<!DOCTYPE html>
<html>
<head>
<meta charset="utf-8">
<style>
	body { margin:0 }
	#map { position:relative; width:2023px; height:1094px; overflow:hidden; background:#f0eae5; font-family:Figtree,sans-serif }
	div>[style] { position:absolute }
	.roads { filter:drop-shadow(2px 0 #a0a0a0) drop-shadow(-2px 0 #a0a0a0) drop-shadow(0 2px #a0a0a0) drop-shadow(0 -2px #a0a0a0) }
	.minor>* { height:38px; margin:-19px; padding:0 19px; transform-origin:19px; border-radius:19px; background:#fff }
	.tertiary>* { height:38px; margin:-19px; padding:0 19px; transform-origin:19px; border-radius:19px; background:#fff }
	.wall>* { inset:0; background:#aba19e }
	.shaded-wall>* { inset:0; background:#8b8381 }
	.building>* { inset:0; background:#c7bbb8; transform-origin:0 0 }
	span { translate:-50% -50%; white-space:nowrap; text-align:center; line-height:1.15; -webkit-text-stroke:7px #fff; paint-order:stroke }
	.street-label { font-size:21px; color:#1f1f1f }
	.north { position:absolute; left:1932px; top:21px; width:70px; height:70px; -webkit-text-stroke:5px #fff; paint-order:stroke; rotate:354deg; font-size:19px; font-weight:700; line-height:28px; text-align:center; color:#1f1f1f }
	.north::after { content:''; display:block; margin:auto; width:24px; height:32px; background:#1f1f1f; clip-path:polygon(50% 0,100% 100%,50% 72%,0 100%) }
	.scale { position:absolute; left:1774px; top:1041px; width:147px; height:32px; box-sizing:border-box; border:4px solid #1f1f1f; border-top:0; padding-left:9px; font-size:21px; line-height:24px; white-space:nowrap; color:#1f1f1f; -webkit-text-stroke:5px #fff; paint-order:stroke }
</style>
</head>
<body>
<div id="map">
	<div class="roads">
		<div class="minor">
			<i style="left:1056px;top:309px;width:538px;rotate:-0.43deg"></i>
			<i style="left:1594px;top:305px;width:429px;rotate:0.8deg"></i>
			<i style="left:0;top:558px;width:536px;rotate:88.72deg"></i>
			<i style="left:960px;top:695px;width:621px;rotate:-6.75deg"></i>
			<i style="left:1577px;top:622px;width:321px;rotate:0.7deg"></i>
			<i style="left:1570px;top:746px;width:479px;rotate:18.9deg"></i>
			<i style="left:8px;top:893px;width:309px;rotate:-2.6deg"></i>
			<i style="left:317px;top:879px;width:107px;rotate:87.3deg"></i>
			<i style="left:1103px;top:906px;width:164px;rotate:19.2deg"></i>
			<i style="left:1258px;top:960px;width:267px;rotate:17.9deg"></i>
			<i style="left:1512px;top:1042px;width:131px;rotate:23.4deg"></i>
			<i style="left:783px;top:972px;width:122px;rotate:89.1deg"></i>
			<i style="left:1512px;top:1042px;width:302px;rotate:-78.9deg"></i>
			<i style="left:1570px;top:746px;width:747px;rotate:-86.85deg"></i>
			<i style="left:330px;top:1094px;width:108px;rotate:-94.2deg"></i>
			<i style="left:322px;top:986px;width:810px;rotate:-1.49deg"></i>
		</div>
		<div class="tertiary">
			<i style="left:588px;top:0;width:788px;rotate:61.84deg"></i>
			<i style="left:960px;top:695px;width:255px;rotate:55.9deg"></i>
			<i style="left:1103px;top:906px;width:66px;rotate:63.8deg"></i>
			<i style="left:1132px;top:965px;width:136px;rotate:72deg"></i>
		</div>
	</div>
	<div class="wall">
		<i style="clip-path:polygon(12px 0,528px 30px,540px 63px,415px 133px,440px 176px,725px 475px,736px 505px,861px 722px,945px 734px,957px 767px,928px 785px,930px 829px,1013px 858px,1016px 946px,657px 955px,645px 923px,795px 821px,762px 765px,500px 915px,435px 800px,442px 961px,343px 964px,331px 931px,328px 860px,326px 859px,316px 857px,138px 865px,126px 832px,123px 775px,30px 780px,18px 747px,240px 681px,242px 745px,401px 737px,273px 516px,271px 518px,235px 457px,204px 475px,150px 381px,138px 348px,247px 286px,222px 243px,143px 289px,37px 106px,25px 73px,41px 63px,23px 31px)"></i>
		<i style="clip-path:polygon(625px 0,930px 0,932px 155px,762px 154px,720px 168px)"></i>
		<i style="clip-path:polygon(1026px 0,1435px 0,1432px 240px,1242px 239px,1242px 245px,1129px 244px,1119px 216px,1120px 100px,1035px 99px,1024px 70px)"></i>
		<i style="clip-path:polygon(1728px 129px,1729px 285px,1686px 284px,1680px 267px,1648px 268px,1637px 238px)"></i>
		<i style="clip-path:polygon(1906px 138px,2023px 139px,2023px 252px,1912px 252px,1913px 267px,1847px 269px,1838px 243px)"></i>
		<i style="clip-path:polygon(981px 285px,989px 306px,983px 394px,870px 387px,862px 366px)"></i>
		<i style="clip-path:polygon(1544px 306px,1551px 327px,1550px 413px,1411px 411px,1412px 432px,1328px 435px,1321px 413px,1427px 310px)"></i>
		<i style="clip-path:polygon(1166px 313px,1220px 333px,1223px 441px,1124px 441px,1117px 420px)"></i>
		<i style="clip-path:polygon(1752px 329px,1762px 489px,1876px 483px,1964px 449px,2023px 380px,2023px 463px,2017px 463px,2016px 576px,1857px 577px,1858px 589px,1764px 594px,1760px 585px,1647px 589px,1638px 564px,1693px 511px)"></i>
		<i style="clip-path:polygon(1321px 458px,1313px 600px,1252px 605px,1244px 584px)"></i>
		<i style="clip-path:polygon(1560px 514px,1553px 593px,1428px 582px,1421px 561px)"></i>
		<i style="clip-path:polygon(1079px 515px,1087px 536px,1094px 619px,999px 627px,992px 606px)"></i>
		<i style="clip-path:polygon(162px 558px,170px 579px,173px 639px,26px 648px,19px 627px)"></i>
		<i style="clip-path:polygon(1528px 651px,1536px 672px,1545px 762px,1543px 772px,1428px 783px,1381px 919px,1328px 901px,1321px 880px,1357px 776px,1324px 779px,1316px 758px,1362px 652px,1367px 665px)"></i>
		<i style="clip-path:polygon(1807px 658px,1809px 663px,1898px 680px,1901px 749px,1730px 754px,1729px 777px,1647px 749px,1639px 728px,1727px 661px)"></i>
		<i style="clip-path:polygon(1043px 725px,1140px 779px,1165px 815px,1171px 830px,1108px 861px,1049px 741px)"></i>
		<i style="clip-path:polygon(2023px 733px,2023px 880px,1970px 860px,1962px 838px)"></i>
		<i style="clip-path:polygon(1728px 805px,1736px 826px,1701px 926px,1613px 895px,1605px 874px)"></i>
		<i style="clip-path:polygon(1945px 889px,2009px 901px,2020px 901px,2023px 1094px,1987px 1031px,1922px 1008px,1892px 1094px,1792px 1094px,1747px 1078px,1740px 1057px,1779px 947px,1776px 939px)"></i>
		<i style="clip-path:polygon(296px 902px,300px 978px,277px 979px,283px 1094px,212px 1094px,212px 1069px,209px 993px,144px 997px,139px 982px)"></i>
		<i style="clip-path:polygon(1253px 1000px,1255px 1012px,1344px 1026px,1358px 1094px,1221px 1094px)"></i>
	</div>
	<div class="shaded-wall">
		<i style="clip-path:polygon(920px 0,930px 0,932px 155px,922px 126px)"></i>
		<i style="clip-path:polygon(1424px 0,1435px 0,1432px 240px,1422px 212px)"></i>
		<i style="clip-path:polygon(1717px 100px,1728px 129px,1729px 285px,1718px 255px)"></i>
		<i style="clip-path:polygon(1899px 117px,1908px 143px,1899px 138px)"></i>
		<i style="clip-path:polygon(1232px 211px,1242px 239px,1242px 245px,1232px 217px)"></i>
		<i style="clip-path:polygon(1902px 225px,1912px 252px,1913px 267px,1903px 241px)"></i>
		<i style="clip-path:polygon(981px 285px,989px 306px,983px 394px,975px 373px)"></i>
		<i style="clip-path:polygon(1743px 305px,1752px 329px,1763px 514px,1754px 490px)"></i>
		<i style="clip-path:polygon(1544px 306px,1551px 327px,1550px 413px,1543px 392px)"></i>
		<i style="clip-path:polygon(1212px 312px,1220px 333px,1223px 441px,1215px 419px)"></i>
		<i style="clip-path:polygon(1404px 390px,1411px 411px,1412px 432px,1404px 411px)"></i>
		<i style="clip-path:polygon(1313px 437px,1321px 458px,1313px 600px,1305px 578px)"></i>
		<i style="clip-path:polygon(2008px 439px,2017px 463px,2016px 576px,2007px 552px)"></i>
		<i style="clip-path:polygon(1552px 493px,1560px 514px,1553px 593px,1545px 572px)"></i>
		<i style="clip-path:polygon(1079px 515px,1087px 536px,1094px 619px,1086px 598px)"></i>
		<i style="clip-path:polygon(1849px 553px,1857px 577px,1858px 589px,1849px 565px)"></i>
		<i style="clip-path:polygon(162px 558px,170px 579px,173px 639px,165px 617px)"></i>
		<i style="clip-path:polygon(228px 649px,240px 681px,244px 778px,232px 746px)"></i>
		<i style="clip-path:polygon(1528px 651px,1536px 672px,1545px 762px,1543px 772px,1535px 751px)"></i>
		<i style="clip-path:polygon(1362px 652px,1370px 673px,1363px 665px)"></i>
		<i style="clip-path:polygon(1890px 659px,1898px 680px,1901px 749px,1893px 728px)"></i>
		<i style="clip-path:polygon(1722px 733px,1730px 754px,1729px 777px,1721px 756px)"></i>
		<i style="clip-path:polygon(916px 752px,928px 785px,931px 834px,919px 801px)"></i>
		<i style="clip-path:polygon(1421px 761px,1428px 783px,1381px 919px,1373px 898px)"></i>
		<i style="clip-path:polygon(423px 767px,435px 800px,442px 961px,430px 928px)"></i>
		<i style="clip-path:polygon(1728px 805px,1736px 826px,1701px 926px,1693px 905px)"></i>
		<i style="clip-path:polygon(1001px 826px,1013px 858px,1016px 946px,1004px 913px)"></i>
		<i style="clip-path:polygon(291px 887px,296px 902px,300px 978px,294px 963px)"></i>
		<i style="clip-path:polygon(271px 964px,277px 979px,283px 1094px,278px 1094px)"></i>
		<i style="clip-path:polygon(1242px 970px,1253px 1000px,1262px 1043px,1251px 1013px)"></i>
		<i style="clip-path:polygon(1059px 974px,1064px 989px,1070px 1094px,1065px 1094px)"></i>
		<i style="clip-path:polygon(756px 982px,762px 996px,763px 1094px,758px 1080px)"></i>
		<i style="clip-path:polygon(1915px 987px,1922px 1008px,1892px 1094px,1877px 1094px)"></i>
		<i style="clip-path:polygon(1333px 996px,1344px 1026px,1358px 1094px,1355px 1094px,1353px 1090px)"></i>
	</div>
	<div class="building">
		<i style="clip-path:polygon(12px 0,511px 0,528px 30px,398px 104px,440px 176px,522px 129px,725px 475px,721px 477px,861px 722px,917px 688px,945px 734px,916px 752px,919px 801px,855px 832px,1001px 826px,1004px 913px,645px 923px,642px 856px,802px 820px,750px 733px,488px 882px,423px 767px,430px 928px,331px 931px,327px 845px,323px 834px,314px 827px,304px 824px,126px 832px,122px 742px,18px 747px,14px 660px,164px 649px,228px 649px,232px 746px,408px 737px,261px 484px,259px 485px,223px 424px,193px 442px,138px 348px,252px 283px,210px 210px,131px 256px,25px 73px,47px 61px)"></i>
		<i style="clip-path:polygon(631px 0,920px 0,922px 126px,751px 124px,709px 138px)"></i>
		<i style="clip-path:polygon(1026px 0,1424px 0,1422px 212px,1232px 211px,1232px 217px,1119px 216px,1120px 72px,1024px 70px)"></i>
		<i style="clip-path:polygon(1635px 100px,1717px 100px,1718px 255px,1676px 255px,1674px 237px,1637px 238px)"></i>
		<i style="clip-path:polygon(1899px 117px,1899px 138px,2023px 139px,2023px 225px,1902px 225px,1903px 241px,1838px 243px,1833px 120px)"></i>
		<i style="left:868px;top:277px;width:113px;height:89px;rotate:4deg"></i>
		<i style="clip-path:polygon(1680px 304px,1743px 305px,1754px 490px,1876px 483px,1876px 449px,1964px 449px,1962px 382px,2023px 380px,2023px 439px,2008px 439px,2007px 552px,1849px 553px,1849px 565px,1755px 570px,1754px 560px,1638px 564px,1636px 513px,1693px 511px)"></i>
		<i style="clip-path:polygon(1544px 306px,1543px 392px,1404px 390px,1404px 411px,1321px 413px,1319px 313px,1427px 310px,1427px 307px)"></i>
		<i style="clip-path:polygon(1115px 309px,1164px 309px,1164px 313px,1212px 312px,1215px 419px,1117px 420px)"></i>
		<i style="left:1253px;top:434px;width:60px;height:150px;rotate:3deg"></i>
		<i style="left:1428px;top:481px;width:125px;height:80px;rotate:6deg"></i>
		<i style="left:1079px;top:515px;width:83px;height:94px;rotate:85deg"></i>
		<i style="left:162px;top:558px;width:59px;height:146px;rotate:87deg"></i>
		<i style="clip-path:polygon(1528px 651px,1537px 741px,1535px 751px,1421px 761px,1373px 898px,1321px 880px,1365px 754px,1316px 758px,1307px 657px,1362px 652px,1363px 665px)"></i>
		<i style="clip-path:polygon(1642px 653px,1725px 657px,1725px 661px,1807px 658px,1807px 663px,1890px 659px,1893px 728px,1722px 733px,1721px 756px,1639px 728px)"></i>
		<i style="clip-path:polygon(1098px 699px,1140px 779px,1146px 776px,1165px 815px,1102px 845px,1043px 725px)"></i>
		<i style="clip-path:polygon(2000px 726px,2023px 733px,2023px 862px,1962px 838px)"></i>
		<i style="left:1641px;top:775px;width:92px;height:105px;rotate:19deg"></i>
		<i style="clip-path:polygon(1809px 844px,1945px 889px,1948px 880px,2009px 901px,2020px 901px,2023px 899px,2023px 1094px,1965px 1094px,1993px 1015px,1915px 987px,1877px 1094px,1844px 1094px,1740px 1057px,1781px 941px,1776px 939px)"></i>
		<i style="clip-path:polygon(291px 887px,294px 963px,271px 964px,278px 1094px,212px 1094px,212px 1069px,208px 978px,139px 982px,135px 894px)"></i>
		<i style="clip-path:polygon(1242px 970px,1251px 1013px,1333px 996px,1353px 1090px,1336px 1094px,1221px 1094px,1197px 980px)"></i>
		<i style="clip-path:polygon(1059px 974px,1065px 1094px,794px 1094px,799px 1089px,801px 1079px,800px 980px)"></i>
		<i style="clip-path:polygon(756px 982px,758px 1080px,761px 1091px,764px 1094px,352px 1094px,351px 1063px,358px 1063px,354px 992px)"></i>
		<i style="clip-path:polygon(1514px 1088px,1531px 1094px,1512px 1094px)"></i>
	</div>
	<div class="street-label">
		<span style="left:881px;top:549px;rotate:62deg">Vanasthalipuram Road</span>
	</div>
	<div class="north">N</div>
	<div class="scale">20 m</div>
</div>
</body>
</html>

### TASK ITEM
Up to and including the line that contains "position:relative; width:2023px; height:1094px;", restate word for word every line of the entries, starting from the first.

### ANSWER SPACE
<!DOCTYPE html>
<html>
<head>
<meta charset="utf-8">
<style>
	body { margin:0 }
	#map { position:relative; width:2023px; height:1094px; overflow:hidden; background:#f0eae5; font-family:Figtree,sans-serif }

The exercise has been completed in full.